KUALA LUMPUR, April 7 – Nearly four of 10 coronavirus clusters reported since late February originated from factories, followed by community spread, construction sites, educational centres, and retail outlets.
A total of 314 Covid-19 clusters were reported nationwide from last February 22 to April 2, of which factories comprised 38.54 per cent, community spread (15.29 per cent), construction sites (8.6 per cent), educational sites (7.96 per cent), shopping areas (7.01 per cent), among other venues, as reported by the Ministry of Health (MOH).
With the biggest proportion of Malaysia’s population, workforce and industries coming from Selangor, it is no surprise that the majority of clusters (both workplaces and community) comes from Selangor (24.2 per cent), followed in a close second by the state of Johor (23.57 per cent), and Sarawak (10.19 per cent) in third place.
Many of these clusters were contributing factors to the rise in Covid-19 cases, thus the three states that have a rise in cases commonly are Selangor, Sarawak and Johor (though again it must be reiterated that the cumulative number means very little when comparing between states. The cases per 100,000 population is the one indicator that puts everyone on par for comparison).
But let us leave the states and their cumulative numbers aside.
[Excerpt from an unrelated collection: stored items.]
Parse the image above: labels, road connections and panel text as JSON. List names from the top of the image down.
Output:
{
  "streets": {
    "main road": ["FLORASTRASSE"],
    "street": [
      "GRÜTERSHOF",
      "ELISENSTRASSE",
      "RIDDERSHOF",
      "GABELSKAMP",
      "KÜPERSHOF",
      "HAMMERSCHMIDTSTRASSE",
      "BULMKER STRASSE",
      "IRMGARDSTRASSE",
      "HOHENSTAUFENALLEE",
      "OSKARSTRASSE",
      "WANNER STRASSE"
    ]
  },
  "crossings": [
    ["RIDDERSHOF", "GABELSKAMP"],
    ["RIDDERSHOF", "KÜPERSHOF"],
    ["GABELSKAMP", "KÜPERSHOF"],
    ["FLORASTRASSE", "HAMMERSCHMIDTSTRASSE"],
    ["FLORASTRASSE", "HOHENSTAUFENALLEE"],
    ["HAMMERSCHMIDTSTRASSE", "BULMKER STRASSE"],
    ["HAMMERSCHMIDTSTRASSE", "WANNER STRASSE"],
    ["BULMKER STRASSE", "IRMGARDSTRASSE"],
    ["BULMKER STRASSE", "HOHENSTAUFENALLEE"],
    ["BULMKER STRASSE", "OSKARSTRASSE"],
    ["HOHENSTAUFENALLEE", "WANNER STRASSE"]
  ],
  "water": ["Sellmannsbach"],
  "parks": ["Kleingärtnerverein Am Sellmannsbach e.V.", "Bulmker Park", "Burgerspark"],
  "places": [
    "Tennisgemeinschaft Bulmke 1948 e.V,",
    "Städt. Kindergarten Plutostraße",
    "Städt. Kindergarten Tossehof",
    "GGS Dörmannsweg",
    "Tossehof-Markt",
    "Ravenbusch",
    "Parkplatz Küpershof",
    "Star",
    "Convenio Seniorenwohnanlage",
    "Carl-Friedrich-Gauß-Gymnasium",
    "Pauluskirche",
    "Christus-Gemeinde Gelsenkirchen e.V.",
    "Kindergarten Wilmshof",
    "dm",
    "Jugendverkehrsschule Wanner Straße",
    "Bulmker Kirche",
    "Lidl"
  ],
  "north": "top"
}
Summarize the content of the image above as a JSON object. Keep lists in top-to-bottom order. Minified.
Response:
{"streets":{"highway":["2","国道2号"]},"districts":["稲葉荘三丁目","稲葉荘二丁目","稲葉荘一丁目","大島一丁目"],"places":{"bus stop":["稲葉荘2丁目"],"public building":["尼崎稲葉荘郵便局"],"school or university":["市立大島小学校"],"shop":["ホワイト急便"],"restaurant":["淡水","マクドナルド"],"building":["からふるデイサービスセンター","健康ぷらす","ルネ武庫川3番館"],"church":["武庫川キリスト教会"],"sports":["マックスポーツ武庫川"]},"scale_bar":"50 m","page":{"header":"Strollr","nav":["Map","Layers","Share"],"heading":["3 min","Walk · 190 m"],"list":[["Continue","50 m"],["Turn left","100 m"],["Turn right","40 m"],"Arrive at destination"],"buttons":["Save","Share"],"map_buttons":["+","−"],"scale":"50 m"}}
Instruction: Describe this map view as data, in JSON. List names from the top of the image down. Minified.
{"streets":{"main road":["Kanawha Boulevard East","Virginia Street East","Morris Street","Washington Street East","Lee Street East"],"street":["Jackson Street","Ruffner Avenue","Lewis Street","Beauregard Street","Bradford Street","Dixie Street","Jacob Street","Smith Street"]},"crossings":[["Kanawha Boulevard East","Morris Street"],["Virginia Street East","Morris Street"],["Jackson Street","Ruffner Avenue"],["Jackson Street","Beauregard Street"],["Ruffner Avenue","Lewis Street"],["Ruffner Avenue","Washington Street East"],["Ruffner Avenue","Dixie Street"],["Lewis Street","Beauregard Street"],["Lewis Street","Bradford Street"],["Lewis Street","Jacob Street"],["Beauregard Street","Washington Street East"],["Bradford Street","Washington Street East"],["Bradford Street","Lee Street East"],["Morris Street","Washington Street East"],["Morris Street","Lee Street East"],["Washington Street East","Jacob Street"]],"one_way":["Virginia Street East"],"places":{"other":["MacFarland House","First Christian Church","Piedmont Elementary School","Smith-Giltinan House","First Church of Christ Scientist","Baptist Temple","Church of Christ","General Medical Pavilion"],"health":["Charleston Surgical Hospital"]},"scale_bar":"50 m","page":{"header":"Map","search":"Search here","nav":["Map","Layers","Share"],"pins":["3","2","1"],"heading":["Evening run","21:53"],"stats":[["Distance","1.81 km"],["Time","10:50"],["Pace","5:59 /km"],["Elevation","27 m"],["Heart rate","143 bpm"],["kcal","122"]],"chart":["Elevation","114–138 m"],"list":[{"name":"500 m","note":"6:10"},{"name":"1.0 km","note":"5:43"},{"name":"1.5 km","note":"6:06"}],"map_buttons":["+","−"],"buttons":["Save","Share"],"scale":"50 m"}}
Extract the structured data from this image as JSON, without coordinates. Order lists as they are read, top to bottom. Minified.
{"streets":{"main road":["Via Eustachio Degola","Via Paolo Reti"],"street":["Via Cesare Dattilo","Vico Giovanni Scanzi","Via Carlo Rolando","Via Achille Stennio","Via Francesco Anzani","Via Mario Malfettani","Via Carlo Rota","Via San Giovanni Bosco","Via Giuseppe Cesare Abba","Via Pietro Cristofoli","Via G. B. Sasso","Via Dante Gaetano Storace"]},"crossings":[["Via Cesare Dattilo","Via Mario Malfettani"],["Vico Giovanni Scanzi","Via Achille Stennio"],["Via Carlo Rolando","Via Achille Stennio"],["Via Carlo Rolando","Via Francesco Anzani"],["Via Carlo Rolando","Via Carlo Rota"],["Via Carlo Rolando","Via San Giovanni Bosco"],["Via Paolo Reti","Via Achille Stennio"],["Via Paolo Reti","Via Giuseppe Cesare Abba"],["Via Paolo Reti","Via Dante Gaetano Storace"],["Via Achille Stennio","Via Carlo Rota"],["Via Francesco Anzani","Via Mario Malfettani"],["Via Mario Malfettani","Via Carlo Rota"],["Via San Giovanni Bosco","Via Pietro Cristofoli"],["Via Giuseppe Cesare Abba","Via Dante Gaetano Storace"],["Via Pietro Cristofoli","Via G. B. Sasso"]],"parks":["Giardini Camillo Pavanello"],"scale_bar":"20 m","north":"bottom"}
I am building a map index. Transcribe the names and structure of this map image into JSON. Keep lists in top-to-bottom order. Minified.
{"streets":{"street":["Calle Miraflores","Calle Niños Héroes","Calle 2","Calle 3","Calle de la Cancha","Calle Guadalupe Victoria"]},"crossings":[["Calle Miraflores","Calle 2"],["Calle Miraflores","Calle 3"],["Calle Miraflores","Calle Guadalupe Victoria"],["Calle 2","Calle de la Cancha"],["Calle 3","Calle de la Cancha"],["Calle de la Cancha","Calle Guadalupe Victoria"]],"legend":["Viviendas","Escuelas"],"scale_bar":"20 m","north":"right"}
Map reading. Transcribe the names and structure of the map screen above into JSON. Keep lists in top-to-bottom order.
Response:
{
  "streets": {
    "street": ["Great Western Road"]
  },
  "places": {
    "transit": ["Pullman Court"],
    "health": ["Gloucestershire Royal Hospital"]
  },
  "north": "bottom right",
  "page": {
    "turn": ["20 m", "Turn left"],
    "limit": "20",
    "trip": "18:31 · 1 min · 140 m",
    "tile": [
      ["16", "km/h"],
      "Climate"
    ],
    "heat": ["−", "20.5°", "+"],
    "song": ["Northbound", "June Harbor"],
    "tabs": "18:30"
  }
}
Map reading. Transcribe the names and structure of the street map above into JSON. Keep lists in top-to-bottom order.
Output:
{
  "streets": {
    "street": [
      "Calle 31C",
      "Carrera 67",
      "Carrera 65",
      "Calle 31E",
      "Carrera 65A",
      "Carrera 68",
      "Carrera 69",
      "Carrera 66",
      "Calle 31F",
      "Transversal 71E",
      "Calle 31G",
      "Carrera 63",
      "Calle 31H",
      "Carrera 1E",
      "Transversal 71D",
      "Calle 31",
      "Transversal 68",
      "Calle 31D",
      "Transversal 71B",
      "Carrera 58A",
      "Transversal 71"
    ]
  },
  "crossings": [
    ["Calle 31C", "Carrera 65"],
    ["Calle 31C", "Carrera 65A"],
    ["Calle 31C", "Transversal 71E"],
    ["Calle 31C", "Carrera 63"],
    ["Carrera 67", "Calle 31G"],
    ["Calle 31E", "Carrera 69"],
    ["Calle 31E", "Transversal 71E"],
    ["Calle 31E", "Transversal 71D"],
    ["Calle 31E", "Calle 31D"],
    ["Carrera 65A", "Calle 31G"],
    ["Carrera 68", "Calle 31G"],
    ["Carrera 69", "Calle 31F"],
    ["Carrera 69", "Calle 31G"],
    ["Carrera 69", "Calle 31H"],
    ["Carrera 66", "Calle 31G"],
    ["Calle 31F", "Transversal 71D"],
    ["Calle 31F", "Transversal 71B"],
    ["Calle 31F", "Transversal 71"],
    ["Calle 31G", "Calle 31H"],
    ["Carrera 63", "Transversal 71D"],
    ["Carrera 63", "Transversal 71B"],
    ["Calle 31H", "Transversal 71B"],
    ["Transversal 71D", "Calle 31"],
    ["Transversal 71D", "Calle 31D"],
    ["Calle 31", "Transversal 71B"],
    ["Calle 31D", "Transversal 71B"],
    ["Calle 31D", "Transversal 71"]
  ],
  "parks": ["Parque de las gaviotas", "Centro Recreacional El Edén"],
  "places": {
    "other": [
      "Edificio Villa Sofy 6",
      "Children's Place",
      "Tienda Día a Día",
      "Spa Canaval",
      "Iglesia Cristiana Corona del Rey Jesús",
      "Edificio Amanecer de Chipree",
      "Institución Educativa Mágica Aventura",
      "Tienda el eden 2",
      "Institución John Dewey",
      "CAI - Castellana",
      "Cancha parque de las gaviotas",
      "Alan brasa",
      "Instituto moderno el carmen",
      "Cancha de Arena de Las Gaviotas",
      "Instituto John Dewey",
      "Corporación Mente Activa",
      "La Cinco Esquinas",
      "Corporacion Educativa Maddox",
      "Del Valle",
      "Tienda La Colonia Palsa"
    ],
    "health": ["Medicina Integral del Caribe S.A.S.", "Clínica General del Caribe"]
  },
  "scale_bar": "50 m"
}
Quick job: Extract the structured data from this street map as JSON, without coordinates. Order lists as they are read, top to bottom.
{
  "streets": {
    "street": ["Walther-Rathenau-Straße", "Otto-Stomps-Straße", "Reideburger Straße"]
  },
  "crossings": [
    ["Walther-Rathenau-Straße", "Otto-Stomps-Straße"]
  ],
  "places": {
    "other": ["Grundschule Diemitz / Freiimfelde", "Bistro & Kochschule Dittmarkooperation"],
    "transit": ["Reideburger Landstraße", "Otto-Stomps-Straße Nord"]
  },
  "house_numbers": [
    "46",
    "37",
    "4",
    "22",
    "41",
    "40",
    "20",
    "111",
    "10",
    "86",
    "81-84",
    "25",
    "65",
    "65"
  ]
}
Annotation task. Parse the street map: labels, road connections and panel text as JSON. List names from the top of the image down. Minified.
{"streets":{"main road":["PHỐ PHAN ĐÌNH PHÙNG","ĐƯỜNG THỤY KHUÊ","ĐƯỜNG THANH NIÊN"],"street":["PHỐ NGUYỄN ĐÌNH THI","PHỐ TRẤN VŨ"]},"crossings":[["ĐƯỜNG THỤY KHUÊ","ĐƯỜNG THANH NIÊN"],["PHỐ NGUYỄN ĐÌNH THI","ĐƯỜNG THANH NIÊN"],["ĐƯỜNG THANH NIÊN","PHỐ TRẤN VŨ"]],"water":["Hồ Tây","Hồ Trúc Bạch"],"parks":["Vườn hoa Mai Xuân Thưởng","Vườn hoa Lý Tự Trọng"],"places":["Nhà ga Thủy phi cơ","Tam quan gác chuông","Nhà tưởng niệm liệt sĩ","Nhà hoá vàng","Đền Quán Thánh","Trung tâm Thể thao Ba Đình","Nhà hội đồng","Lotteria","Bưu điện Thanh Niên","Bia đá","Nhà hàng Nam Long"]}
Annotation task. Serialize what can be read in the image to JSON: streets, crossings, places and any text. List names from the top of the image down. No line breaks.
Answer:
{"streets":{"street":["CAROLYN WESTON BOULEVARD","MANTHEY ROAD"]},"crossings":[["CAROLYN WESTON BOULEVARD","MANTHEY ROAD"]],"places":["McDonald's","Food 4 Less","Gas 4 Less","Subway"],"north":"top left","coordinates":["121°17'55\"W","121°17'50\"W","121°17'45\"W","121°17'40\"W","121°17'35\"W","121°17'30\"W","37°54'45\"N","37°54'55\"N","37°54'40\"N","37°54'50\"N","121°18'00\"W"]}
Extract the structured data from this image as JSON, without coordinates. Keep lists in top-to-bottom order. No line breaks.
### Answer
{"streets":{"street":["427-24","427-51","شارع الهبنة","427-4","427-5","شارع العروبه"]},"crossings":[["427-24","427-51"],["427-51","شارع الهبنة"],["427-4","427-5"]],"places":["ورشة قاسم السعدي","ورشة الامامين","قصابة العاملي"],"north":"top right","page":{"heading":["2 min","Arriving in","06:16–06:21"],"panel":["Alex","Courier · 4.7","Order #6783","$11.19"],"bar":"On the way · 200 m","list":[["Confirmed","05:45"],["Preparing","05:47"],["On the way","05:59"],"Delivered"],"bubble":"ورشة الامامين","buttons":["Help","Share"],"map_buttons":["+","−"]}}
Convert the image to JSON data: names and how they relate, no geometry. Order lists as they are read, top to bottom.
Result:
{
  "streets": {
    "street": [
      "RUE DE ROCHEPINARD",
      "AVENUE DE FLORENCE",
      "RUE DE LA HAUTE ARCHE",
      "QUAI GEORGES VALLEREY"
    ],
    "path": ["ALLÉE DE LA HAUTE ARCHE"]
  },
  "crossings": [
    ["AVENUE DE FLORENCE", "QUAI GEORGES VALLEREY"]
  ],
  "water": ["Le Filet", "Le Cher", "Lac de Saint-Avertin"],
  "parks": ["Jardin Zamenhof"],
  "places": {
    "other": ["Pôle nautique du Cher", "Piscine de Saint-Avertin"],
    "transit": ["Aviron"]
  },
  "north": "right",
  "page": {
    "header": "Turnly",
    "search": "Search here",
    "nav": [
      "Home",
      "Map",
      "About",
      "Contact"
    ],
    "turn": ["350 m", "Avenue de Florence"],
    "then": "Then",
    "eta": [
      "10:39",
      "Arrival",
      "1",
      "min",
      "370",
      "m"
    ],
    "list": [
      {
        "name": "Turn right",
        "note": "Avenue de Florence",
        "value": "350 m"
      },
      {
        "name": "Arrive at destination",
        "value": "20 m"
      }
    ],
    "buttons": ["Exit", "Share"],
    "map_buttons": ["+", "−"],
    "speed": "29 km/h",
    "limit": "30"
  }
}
Is there anything that we can learn from clusters? Of course there is! By looking at the clusters, we can determine if our screening can be improved in terms of the areas in where we should be screening. Let’s take a look at the chart below:
This pie chart tells us the distribution of clusters from February 22 to April 2 this year in Malaysia. Although this chart is important to show where common places of clusters may be found, it doesn’t do justice to the magnitude of the clusters.
In other words, a factory cluster may only contain 25 infected people and this cannot be compared to another factory cluster with 1,250 cases. This mean that the proportion of clusters does not account for the number of cases the clusters contribute.
Thus, we conducted another analysis for comparison.
The graph above describes the number of cases within each type of cluster that were reported on the day the cluster was announced. From February 22 to April 2, there were 9,316 infected people within the 314 clusters.
We can see that most Covid-19 cases came from factories (48.06 per cent), followed by community spread (12.55 per cent), construction sites (11.56 per cent), detention centres (5.62 per cent), and then only educational sites (5.53 per cent).
So this serves as a reminder that although there are more Covid-19 clusters originating from educational sites (7.96 per cent) than detention centres (2.55 per cent), there are more cases within detention centres (5.62 per cent) than educational facilities (5.53 per cent). This is a different way of looking at the data.
Another way of looking at the data is to obtain the number of Covid-19 cases according to a broader classification — work clusters, community or institutionalised (either detention centres, old folks’ homes etc). As we can see from the graph above, the majority of Covid-19 clusters originate from workplaces and from the previous graphs, the majority of them came from factories and construction sites.
The most accurate way to determine the troublesome clusters are to get the total number of cases within each cluster to quantify which cluster (as in the second graph) is the most infectious one. That is something this research is not able to do as data reported daily on government websites is very limited (and sometimes not made available).
However, the message we intend to share here is that we cannot be comparing the presentation of clusters as a direction of where we are going to test. We need to see the weightage of where the clusters are coming from by weighing up the total cases within the clusters to allow us to judge the best mitigation for each area (each will differ from another).
Another worrying area that merits more focus is the sudden increase of Covid-19 cases among plantation workers. The government must strongly consider screening such workers (both registered and unregistered ones). This is also the best time to register plantation workers for Covid-19 vaccination.
Note: CodeBlue is publishing this analysis anonymously because the author says: “Malaysia today punishes those who want to put things right”.